**HOW TO COMPLETE THIS TASK**
When you return the data, keep each character exactly as it appears.

^^^^

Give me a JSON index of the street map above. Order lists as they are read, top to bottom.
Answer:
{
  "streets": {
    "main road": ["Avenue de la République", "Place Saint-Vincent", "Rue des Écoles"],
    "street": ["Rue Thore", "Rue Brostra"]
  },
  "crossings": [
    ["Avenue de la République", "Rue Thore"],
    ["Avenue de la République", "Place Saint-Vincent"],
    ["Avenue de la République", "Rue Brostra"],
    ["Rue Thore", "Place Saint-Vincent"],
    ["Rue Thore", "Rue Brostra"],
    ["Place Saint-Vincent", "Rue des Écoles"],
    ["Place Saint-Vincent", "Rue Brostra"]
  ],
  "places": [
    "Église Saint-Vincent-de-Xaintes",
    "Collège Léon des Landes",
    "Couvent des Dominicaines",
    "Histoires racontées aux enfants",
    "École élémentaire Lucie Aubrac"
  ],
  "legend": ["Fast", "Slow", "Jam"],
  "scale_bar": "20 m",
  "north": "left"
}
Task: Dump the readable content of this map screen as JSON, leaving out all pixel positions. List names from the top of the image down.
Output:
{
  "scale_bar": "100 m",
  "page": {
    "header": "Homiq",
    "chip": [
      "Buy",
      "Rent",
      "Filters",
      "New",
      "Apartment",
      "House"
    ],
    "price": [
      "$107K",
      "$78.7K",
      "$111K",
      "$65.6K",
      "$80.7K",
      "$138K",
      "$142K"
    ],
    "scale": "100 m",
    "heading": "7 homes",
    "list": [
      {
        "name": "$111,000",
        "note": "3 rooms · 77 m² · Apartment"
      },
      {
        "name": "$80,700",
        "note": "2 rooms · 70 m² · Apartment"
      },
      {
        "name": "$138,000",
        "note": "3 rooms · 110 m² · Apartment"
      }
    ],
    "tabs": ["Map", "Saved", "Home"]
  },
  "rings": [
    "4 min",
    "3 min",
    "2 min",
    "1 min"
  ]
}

^^^^

**RESPONSE**
Give me a JSON index of the street map above. Order lists as they are read, top to bottom.
Answer:
{
  "streets": {
    "main road": ["Avenue de la République", "Place Saint-Vincent", "Rue des Écoles"],
    "street": ["Rue Thore", "Rue Brostra"]
  },
  "crossings": [
    ["Avenue de la République", "Rue Thore"],
    ["Avenue de la République", "Place Saint-Vincent"],
    ["Avenue de la République", "Rue Brostra"],
    ["Rue Thore", "Place Saint-Vincent"],
    ["Rue Thore", "Rue Brostra"],
    ["Place Saint-Vincent", "Rue des Écoles"],
    ["Place Saint-Vincent", "Rue Brostra"]
  ],
  "places": [
    "Église Saint-Vincent-de-Xaintes",
    "Collège Léon des Landes",
    "Couvent des Dominicaines",
    "Histoires racontées aux enfants",
    "École élémentaire Lucie Aubrac"
  ],
  "legend": ["Fast", "Slow", "Jam"],
  "scale_bar": "20 m",
  "north": "left"
}
Task: Dump the readable content of this map screen as JSON, leaving out all pixel positions. List names from the top of the image down.
Output:
{
  "scale_bar": "100 m",
  "page": {
    "header": "Homiq",
    "chip": [
      "Buy",
      "Rent",
      "Filters",
      "New",
      "Apartment",
      "House"
    ],
    "price": [
      "$107K",
      "$78.7K",
      "$111K",
      "$65.6K",
      "$80.7K",
      "$138K",
      "$142K"
    ],
    "scale": "100 m",
    "heading": "7 homes",
    "list": [
      {
        "name": "$111,000",
        "note": "3 rooms · 77 m² · Apartment"
      },
      {
        "name": "$80,700",
        "note": "2 rooms · 70 m² · Apartment"
      },
      {
        "name": "$138,000",
        "note": "3 rooms · 110 m² · Apartment"
      }
    ],
    "tabs": ["Map", "Saved", "Home"]
  },
  "rings": [
    "4 min",
    "3 min",
    "2 min",
    "1 min"
  ]
}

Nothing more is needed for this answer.